El pedido que ahora apunta a la Casa Gris
Sin desconocer la responsabilidad que atribuyen al Gobierno nacional, los representantes del sector comenzaron a dirigir también sus reclamos hacia la administración provincial.
El planteo es que Santa Fe asuma un rol más activo frente a una problemática que afecta directamente a miles de familias santafesinas y que impulse medidas de emergencia mientras persista la crisis.
Entre las alternativas aparece el proyecto para crear un Fondo de Emergencia en Discapacidad, actualmente en tratamiento legislativo, como una herramienta destinada a asistir económicamente a las instituciones más comprometidas.

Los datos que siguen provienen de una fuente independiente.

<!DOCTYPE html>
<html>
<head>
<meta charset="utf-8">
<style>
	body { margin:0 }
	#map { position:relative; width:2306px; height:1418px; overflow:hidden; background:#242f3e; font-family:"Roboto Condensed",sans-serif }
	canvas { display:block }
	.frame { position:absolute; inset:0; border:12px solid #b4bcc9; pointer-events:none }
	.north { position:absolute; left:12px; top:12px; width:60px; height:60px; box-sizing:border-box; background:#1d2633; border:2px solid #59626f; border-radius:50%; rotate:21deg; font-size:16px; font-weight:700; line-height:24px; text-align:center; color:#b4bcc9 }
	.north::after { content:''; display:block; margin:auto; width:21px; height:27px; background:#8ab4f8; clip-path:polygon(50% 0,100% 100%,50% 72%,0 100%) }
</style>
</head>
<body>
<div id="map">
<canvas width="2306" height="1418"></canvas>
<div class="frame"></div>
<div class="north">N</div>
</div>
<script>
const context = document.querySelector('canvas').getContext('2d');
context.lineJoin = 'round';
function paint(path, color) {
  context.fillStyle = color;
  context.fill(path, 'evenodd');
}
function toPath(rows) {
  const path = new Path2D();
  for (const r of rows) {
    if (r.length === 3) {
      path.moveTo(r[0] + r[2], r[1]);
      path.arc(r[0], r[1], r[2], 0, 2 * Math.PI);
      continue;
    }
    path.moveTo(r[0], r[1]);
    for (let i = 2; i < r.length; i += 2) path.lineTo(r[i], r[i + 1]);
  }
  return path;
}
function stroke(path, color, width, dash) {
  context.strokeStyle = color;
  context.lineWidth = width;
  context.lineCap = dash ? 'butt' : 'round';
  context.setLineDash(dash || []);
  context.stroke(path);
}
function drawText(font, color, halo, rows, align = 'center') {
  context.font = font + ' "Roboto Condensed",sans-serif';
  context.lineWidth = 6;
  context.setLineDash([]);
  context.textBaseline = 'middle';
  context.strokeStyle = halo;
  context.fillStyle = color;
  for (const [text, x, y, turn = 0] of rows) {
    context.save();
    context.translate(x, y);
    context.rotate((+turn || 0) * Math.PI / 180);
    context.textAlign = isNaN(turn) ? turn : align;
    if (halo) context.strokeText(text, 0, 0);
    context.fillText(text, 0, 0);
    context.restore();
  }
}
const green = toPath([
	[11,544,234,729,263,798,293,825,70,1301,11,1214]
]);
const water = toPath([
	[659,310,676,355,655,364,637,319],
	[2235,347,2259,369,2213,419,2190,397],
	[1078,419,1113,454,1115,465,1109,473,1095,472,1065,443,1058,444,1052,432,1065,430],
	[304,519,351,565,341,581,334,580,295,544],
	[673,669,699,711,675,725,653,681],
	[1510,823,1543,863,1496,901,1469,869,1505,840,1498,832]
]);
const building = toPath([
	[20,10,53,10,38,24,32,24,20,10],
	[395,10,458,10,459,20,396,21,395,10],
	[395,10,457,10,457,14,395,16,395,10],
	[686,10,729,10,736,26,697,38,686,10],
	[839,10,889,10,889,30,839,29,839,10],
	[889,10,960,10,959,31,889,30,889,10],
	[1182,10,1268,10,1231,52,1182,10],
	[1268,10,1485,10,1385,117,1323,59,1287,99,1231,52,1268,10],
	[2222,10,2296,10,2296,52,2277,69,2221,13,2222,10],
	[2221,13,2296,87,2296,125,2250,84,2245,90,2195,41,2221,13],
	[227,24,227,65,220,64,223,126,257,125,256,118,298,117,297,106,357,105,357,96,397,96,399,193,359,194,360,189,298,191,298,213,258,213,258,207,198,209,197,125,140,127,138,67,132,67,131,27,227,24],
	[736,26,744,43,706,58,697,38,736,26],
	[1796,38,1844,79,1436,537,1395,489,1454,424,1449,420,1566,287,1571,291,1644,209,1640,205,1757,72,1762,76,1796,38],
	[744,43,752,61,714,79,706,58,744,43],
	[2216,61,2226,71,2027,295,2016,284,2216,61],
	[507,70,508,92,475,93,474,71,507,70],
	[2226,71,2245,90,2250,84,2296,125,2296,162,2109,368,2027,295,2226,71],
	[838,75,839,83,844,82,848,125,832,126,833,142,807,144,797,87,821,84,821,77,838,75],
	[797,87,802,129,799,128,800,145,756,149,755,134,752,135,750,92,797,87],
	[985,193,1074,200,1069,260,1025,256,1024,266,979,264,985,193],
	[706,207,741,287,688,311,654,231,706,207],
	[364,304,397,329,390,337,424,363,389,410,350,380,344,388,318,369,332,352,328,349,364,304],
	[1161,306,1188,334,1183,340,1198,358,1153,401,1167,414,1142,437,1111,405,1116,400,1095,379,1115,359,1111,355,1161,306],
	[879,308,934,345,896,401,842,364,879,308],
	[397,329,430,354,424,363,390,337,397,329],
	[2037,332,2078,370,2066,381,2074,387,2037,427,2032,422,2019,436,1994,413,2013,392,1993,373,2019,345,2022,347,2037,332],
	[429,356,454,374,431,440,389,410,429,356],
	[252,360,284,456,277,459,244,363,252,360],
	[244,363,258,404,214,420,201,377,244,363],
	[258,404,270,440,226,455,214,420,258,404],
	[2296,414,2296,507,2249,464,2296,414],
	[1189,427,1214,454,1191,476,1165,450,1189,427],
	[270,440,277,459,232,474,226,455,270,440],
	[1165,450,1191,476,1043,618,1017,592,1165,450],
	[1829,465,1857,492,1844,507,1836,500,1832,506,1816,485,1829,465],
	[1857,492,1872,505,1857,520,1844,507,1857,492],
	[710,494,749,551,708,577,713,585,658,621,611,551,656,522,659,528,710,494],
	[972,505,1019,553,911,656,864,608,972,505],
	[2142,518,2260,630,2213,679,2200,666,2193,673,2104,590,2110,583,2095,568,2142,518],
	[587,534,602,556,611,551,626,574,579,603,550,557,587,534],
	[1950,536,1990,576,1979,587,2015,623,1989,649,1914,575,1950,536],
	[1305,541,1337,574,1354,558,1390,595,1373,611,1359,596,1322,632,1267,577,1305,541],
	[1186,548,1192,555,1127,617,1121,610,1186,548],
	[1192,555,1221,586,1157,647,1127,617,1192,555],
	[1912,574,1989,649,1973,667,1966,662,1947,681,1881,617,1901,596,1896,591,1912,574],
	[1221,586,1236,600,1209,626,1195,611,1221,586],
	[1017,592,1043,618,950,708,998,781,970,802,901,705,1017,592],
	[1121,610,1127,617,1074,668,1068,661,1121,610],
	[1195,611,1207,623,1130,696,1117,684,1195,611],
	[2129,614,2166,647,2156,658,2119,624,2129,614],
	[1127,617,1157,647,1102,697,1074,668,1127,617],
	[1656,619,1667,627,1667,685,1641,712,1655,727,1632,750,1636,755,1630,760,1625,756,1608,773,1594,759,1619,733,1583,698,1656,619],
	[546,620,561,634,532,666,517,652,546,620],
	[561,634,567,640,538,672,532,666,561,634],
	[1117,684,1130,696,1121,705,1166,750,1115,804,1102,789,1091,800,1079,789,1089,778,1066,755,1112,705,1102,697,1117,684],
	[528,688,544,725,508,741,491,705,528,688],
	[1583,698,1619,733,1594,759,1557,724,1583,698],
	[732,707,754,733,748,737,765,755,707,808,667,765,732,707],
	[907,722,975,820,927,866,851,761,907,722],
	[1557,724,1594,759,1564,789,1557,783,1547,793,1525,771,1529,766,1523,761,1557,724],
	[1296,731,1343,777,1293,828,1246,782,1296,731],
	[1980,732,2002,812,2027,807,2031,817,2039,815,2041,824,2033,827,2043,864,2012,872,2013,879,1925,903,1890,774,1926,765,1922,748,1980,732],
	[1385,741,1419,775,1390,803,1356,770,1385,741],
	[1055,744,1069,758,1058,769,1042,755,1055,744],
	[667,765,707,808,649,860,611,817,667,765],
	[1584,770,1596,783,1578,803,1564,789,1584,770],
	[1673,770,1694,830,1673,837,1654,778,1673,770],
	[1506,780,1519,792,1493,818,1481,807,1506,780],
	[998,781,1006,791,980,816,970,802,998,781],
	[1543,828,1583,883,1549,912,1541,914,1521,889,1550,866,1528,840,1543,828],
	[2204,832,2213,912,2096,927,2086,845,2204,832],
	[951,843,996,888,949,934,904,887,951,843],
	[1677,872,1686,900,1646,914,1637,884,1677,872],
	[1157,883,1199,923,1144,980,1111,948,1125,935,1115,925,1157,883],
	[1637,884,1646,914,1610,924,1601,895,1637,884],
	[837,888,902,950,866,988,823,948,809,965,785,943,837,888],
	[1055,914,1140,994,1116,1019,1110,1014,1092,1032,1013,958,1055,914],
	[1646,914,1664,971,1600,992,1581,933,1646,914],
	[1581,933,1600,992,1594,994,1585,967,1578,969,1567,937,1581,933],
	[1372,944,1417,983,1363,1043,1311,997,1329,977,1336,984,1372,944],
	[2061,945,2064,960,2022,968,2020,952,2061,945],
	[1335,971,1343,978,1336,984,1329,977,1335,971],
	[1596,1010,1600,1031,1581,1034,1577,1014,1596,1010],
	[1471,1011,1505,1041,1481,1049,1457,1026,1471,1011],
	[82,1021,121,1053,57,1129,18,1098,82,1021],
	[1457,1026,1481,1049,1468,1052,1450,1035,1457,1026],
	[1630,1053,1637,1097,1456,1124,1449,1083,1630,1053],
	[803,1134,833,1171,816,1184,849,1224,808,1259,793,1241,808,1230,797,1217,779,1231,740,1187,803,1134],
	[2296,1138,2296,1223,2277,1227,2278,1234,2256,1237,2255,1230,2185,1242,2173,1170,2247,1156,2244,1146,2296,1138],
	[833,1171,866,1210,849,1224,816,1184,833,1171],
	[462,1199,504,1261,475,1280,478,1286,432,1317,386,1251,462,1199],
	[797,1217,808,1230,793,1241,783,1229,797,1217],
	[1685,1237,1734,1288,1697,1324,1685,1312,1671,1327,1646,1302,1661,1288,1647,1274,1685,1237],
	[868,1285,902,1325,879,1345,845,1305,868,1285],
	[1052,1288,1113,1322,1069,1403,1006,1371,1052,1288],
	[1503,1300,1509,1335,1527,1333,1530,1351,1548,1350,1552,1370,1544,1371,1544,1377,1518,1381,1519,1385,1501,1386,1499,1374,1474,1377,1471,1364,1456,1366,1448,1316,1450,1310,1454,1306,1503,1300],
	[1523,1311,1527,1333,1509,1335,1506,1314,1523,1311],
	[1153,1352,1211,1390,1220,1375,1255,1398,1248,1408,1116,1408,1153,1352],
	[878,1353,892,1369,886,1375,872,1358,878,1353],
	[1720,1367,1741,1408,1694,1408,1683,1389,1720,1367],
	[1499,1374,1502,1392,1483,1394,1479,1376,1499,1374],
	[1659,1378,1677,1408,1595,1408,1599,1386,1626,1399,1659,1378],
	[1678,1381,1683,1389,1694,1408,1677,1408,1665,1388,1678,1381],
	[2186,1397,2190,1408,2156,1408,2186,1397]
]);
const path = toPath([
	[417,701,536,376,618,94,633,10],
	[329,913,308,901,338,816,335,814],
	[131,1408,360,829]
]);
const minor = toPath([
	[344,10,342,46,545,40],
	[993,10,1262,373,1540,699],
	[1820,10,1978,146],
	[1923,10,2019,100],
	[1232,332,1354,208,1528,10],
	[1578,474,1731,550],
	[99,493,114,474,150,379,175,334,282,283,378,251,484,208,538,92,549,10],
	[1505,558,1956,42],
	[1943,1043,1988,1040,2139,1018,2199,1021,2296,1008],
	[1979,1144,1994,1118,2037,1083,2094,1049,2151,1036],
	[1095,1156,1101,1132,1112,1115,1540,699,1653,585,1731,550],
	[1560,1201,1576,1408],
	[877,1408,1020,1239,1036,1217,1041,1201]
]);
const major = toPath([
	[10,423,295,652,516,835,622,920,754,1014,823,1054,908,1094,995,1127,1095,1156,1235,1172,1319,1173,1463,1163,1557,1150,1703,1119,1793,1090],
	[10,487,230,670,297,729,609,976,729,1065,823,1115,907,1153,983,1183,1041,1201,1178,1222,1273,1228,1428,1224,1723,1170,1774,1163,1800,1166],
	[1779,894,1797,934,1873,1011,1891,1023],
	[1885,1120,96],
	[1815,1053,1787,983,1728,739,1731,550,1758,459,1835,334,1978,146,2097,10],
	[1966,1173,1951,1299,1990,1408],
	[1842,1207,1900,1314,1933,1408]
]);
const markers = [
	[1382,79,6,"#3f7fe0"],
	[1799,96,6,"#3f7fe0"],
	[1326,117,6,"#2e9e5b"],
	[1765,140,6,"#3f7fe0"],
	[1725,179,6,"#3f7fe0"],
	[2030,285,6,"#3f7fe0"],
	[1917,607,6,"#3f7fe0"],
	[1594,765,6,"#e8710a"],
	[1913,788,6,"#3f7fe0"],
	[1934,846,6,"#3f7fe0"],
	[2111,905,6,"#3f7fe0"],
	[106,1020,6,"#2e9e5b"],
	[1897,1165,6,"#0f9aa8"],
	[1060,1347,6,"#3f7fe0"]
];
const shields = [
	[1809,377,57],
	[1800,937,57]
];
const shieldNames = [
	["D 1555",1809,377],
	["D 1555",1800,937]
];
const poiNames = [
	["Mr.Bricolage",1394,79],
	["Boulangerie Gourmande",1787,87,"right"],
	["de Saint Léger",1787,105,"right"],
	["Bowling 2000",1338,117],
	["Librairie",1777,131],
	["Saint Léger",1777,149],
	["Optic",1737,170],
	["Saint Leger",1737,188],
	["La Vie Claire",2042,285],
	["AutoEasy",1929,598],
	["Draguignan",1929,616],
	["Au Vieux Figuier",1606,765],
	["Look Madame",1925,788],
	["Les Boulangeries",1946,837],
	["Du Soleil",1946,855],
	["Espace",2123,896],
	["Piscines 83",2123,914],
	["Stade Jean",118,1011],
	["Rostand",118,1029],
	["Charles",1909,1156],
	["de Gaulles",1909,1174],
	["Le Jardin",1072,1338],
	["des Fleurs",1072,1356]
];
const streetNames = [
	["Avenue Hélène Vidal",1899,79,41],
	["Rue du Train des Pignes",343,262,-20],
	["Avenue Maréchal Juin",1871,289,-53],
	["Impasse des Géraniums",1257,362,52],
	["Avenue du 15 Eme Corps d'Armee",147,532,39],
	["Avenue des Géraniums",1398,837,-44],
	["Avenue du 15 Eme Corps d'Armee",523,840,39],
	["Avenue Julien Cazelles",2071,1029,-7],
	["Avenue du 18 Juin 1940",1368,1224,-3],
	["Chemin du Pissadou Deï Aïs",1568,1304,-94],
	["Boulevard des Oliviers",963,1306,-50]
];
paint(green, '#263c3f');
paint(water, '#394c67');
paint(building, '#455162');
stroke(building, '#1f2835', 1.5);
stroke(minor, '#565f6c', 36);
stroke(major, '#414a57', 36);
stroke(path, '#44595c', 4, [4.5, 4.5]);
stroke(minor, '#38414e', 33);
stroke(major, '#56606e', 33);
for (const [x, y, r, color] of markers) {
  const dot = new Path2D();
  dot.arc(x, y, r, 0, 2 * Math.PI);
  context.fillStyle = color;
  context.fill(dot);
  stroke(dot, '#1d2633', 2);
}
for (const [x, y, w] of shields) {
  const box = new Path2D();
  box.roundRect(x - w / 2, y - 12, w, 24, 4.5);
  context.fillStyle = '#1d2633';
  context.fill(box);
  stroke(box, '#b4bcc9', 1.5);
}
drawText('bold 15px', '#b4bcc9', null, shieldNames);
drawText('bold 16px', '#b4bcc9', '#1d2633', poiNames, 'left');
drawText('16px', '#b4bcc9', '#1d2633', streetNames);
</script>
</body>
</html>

Sin embargo, quienes participaron del encuentro sostienen que hacen falta decisiones políticas más amplias y urgentes para evitar que continúe el cierre de espacios especializados.
Un reclamo que trasciende a otros
La discusión sobre el ajuste adquiere en este caso una dimensión particular.
A diferencia de otros conflictos vinculados al empleo público o las negociaciones salariales, las organizaciones remarcan que aquí las consecuencias recaen directamente sobre personas con discapacidad, sus familias y quienes dependen diariamente de prestaciones para garantizar derechos básicos.
Por eso sostienen que la falta de respuestas no sólo compromete la situación económica de las instituciones, sino también la continuidad de tratamientos, procesos educativos, rehabilitación y acompañamiento integral.
En ese contexto, consideran que tanto la Nación como la Provincia tienen responsabilidades que no pueden eludirse.
El silencio oficial y la expectativa por medidas concretas
Hasta el momento, desde el gobierno de Maximiliano Pullaro no se anunciaron políticas específicas de alcance provincial para enfrentar la crisis del sector.
Esa ausencia de respuestas concretas es precisamente uno de los aspectos que más preocupa a las entidades involucradas, que reclaman una mayor presencia del Estado santafesino frente a una problemática que se agrava mes a mes.
El pedido incluye no sólo respaldo político ante la Nación, sino también asistencia económica, programas de sostenimiento institucional y herramientas que permitan evitar nuevos cierres.
Mientras tanto, el diagnóstico compartido por prestadores, profesionales y familiares es cada vez más contundente: sin una intervención urgente de los distintos niveles del Estado, el sistema de discapacidad corre el riesgo de seguir perdiendo capacidad de respuesta y dejar sin cobertura a quienes más necesitan de esos servicios.